- _Exercise details_: Your result should be the lines holding the word "stream", copied from the entries below.

- _Recorded data_:
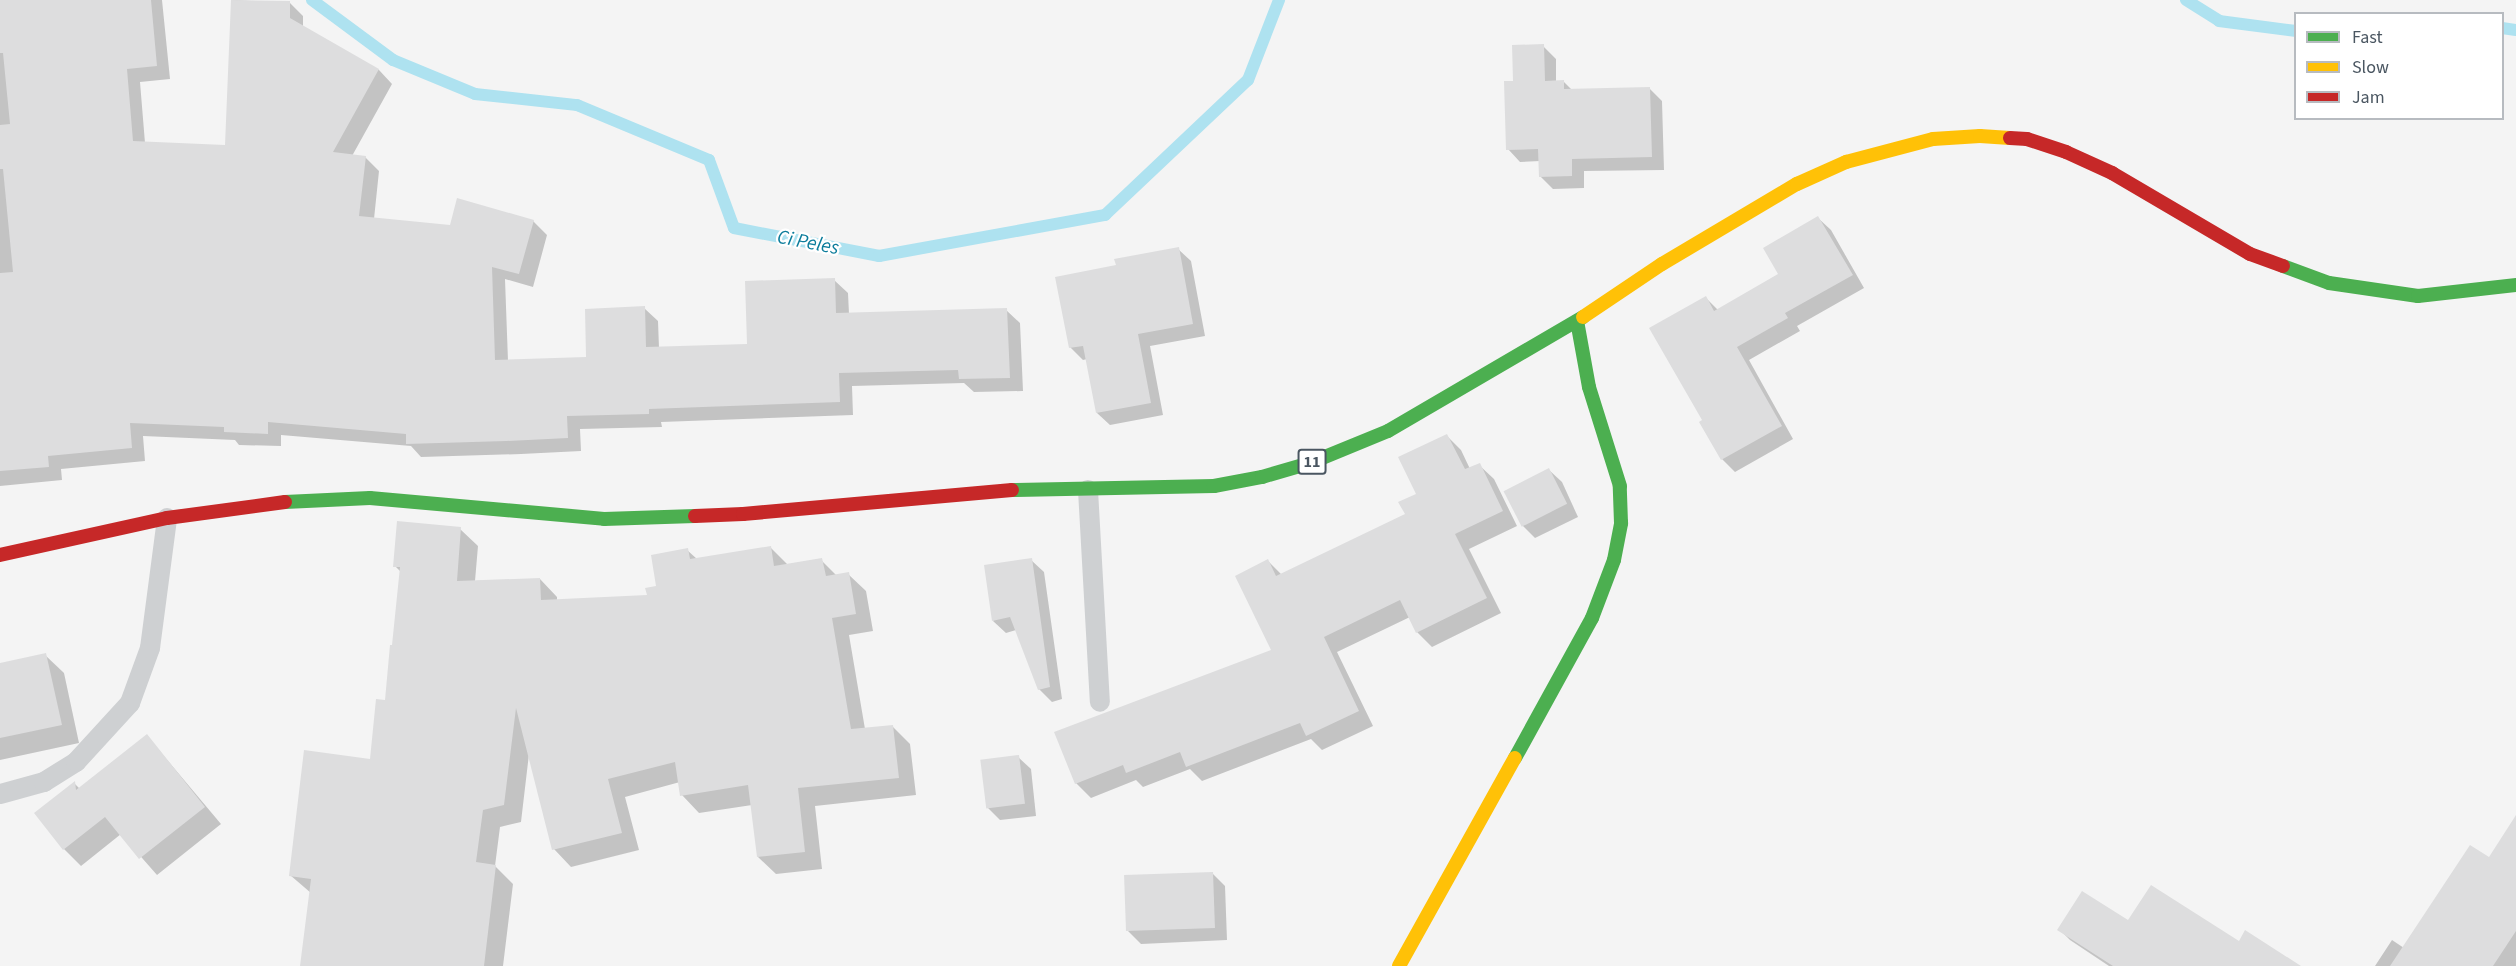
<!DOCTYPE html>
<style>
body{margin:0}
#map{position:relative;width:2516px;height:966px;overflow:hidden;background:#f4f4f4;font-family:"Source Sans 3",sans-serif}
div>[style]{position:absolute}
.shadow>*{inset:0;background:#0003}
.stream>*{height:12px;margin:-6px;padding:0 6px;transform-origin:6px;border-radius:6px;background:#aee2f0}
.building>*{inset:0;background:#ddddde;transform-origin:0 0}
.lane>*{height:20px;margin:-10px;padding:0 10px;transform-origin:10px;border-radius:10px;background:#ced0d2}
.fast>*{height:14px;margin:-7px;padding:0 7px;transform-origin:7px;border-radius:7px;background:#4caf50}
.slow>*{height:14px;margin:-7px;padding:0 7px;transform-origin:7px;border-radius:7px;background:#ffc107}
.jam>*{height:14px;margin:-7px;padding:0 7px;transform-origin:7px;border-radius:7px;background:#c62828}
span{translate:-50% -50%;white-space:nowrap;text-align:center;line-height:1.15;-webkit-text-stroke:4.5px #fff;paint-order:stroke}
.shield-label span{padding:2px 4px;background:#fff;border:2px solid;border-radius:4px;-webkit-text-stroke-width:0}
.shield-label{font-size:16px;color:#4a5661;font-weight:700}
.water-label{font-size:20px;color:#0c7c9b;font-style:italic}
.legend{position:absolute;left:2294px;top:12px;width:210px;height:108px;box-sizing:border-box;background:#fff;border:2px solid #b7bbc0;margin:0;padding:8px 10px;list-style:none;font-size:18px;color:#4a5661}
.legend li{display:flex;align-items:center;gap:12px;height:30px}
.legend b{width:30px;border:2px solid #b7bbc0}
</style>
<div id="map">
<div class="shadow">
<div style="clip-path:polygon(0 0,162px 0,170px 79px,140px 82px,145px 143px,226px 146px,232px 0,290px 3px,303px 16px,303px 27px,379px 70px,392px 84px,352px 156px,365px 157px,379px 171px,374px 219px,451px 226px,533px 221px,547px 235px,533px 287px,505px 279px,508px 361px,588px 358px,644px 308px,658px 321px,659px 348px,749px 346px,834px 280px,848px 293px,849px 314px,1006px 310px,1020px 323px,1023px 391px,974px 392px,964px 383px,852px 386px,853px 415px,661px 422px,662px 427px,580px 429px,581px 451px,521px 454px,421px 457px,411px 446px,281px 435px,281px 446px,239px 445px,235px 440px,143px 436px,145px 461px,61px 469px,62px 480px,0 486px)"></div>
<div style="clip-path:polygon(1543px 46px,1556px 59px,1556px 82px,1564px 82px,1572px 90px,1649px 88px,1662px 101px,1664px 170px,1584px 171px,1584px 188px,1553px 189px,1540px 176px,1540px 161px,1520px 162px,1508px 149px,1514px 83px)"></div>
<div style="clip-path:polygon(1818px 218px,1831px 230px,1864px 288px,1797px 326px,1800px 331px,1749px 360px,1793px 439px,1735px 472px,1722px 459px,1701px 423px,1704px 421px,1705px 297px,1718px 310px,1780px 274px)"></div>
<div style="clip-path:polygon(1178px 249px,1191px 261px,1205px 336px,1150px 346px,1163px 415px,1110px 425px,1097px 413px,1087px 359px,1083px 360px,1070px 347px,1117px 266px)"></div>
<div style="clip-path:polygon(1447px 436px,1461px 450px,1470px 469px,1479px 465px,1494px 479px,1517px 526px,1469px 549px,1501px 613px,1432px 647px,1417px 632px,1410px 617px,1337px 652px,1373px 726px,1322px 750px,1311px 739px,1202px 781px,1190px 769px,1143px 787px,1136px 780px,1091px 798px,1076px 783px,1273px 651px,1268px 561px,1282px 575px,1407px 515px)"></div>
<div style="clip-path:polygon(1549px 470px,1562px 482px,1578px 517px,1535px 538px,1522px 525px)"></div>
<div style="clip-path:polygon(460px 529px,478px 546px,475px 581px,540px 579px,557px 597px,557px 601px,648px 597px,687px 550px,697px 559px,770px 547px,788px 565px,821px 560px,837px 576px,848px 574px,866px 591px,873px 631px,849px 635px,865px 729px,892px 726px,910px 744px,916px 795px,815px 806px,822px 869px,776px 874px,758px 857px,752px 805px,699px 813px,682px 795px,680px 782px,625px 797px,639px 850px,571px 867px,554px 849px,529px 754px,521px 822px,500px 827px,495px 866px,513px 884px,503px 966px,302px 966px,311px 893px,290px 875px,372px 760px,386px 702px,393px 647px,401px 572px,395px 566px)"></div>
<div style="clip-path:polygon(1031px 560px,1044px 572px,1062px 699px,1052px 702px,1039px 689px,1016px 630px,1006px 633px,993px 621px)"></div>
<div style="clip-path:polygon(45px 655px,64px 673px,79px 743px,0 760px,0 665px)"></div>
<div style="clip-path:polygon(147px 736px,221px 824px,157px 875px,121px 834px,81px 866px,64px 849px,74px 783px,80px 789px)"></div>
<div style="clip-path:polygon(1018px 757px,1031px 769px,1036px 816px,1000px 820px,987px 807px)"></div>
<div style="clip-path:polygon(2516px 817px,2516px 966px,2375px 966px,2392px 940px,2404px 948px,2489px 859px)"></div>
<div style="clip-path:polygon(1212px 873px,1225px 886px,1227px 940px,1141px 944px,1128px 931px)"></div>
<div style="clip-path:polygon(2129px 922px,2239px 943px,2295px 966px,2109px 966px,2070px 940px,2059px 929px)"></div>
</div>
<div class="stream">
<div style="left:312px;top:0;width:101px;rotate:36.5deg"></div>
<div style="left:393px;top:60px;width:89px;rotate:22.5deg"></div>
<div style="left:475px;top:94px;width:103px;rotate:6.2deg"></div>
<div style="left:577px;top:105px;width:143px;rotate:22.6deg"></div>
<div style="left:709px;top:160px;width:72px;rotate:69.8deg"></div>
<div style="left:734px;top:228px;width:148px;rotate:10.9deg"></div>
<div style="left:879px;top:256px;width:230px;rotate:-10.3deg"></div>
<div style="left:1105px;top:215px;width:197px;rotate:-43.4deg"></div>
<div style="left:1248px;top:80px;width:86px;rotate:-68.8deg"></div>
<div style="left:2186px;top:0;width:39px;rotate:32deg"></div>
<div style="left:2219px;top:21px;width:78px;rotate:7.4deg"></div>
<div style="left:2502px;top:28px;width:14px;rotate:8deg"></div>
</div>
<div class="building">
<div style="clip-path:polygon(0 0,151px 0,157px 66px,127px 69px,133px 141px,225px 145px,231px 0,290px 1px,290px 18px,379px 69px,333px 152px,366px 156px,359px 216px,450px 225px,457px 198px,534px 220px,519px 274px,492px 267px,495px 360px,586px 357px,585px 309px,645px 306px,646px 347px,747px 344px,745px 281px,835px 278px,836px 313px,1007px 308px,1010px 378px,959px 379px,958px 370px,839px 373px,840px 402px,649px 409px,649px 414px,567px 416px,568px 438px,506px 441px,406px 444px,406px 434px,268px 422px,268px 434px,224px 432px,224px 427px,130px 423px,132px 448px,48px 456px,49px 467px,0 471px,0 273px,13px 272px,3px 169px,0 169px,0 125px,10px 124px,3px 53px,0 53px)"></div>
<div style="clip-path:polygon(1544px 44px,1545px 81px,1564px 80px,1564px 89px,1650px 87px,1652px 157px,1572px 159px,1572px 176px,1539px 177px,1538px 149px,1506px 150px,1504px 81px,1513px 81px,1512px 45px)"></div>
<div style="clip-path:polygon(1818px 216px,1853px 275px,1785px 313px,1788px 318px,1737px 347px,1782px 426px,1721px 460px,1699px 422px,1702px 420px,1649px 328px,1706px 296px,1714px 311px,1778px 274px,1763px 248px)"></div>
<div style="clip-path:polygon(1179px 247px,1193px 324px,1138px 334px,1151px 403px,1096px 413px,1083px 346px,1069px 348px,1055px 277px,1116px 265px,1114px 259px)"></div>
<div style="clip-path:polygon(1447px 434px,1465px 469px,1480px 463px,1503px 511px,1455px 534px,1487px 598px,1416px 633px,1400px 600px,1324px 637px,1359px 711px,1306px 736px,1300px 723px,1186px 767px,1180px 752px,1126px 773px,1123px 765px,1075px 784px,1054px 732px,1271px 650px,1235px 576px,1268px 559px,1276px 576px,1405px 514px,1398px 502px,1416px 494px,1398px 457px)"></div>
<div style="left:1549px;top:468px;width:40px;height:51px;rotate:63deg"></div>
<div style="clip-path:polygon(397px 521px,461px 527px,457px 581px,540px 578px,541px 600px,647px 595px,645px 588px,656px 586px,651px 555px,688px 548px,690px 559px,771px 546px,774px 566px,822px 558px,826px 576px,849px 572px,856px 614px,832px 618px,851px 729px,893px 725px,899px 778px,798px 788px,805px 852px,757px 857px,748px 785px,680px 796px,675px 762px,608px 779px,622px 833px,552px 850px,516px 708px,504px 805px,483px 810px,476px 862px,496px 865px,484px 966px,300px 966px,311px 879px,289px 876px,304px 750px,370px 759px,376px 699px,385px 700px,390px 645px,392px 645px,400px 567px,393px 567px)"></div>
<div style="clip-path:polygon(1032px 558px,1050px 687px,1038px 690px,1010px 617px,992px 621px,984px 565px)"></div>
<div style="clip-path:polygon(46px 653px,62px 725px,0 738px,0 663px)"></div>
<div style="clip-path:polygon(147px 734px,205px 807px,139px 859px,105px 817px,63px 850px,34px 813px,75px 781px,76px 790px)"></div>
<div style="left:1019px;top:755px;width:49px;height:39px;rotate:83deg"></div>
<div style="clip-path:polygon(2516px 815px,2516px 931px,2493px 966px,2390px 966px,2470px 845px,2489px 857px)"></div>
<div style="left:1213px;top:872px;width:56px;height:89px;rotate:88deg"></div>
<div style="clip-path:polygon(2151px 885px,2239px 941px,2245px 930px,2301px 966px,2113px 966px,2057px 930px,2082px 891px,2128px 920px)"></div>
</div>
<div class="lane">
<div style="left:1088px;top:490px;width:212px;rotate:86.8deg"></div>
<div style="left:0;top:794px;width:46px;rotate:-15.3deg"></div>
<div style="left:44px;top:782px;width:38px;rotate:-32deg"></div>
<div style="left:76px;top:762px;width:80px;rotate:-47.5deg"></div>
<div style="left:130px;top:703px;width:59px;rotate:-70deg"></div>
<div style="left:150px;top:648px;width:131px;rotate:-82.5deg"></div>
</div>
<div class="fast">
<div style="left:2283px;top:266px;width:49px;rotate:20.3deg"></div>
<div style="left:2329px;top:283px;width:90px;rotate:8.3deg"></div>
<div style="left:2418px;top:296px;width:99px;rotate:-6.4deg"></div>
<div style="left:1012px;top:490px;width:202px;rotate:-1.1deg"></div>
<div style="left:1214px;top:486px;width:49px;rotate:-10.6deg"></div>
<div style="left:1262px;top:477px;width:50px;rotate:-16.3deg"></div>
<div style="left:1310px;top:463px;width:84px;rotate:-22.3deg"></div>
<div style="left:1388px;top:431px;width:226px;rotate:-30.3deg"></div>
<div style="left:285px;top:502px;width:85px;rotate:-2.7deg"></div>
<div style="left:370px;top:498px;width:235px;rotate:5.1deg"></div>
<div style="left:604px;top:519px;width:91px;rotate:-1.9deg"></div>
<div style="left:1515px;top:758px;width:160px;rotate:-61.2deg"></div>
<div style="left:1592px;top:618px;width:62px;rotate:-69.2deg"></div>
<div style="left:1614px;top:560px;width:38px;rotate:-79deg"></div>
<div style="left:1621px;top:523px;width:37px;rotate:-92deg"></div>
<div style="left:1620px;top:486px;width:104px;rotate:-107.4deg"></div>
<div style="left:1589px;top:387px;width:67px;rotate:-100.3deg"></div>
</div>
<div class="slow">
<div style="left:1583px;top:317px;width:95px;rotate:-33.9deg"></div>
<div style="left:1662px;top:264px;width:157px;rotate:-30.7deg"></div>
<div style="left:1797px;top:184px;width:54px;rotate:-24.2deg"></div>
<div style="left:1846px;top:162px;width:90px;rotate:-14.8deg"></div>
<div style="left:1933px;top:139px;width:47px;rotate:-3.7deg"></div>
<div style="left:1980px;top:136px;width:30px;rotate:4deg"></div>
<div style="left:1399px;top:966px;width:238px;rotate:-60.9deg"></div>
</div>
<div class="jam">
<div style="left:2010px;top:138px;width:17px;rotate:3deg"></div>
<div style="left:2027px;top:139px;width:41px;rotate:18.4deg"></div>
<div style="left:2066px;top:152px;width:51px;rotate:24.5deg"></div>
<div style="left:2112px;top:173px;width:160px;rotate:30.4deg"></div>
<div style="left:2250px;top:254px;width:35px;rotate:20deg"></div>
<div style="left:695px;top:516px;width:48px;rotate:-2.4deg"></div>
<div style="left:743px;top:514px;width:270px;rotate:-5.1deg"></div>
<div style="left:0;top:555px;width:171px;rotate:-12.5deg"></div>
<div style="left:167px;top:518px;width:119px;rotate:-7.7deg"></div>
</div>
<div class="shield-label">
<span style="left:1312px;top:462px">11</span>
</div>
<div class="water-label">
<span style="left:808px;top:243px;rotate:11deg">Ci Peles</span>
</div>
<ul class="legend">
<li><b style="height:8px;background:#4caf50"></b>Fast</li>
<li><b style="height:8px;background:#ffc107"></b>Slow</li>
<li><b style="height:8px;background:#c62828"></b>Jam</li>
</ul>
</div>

- _Output for this exercise_:
.stream>*{height:12px;margin:-6px;padding:0 6px;transform-origin:6px;border-radius:6px;background:#aee2f0}
<div class="stream">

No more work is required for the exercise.